Then you have to create the values for the parameter param_distributions used in RandomTuning (param_distributions=self.paramDist). The values to send to param_distributions are defined in the variable self.paramDist, and defines both which hyper-parameters to tune, and what values each hyper-parameter is allowed to take. You have to look at the individual Scikit learn pages to get a grip on the hyper-parameters you want to tune, and what ranges/alternatives you can/want to set. The principle for setting the ranges/parameters differs for the different types of parameters.

  • Integers: sp_randint(min, max) or predefined set (i, j, k, …)
  • Real: sp_randreal(min, max) or predefined set (i.j, k.l, m.n, …)
  • Alternatives: [‘alt1’, ‘alt2’, ‘alt3’, …]
  • Boolean: [True, False]

KNeighborsRegressor randomized tuning

The KNeighborsRegressor (‘KnnRegr’) regressor has fewer hyper-parameters compared to the other non-linear regressors used in here (see above). The code snippet below defines the randomized tuning for the ‘KnnRegr’ hyper-parameters n_neighbors, leaf_size, weight, p and algorithm.
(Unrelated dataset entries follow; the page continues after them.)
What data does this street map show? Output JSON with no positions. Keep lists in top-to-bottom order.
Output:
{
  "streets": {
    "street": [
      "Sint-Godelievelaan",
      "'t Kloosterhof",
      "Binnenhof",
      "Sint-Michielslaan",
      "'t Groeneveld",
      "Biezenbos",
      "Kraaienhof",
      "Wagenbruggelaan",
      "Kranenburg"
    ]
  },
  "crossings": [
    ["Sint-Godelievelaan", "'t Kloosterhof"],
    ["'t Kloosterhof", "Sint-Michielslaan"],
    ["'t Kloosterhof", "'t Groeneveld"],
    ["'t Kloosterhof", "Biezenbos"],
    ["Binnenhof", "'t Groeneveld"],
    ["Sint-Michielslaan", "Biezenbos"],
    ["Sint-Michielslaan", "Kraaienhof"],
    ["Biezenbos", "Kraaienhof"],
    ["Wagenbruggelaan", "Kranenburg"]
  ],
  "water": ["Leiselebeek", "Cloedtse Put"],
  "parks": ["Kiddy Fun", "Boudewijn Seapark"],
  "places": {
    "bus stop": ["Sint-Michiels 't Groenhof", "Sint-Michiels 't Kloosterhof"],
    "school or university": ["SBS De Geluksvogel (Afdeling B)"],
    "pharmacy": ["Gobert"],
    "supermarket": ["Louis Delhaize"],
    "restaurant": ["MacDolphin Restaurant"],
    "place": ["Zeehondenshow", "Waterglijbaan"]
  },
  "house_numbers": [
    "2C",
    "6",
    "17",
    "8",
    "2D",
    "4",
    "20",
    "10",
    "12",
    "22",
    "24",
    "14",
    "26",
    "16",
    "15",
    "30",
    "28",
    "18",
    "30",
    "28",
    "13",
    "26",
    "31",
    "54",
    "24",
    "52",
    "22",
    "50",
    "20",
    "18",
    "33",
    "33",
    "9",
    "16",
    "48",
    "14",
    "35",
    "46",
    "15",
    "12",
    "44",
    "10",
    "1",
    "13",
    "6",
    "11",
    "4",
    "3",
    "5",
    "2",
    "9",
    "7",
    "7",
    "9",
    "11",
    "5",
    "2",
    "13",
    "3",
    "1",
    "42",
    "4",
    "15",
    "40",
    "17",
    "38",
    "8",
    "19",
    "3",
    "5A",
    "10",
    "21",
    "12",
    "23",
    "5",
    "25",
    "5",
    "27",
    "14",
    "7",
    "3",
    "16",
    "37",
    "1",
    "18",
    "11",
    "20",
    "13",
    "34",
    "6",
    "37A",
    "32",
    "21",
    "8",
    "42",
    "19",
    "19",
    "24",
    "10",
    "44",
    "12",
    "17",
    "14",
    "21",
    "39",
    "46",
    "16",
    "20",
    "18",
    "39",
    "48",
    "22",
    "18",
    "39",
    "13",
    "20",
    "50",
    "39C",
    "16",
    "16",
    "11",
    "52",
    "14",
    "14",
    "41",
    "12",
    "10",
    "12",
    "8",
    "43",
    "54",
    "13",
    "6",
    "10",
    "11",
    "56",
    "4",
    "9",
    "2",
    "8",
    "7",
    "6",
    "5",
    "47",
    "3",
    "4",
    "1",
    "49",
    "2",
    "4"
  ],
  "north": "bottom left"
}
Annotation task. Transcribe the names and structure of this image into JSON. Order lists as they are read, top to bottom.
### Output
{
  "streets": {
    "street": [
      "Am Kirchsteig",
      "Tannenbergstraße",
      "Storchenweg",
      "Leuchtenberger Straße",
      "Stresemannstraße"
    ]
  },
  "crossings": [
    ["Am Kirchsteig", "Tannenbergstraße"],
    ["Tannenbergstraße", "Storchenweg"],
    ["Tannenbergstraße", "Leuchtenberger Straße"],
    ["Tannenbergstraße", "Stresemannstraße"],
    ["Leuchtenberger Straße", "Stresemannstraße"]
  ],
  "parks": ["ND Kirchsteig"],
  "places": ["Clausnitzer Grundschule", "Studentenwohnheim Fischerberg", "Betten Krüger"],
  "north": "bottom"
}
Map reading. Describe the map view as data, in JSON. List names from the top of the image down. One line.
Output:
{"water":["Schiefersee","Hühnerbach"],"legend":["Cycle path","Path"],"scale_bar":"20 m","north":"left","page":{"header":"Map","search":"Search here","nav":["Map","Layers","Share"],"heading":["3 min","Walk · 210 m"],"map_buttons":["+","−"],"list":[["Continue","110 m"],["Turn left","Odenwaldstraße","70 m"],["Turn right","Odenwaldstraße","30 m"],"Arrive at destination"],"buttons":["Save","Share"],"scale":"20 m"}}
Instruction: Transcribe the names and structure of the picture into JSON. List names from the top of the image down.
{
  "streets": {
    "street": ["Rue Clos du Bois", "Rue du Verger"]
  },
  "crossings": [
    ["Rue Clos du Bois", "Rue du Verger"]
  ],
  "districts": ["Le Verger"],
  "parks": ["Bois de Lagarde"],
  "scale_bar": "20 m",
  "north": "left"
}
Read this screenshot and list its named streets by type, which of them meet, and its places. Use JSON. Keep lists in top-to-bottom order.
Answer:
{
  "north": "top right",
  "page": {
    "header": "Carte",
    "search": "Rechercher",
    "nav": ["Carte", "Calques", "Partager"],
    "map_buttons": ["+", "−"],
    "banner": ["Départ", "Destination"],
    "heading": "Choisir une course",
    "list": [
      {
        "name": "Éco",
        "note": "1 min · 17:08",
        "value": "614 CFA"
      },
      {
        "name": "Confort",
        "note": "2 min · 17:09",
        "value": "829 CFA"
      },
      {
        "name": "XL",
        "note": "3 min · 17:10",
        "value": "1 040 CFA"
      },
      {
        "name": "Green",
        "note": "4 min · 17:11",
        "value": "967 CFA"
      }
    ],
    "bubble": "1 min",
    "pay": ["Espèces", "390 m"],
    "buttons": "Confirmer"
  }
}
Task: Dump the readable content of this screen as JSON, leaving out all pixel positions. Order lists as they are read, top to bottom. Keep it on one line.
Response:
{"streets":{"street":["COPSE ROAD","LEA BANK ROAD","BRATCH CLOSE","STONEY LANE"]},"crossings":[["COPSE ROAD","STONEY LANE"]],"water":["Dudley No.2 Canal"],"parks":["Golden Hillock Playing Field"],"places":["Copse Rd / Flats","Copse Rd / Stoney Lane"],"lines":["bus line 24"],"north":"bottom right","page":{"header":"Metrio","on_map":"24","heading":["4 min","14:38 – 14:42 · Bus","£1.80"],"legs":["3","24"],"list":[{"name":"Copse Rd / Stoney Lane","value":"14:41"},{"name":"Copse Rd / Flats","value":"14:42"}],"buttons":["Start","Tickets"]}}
    def RandomTuningParams(self):
        # specify parameters and distributions to sample from
        for m in self.models:
            name,mod = m
            print ('name'), (name), (mod.get_params().keys())
            if name == 'KnnRegr':
                self.paramDist = {"n_neighbors": sp_randint(4, 12),
                              'leaf_size': sp_randint(10, 50),
                              'weights': ('uniform','distance'),
                              'p': (1,2),
                              'algorithm': ('auto','ball_tree', 'kd_tree', 'brute')}

Run the Pyton module to get the tuned hyper-parameter for ‘KnnRegr’. As the process uses a randomizer, the results varies each time you run it, but should resemble the results shown below.

Model with rank: 1
Mean validation score: 0.373 (std: 0.158)
Parameters: {'n_neighbors': 7, 'weights': 'distance', 'leaf_size': 28, 'algorithm': 'auto', 'p': 1}

Model with rank: 2
Mean validation score: 0.371 (std: 0.136)
Parameters: {'n_neighbors': 10, 'weights': 'distance', 'leaf_size': 24, 'algorithm': 'ball_tree', 'p': 1}

Model with rank: 2
Mean validation score: 0.371 (std: 0.136)
Parameters: {'n_neighbors': 10, 'weights': 'distance', 'leaf_size': 15, 'algorithm': 'auto', 'p': 1}

Transferring the best result from the tuning above (“Model with rank: 1”) to the model, the full model hyper-parameter settings for the tuned ‘KnnRegr’ is shwon below.

name KnnRegr {'n_neighbors': 7, 'n_jobs': 1, 'algorithm': 'auto', 'metric': 'minkowski', 'metric_params': None, 'p': 1, 'weights': 'distance', 'leaf_size': 28}

DecisionTreeRegressor randomized tuning

For the DecisionTreeRegressor (‘KnnRegr’) regressor I opted for tuning max_depth, min_samples_split and min_samples_leaf.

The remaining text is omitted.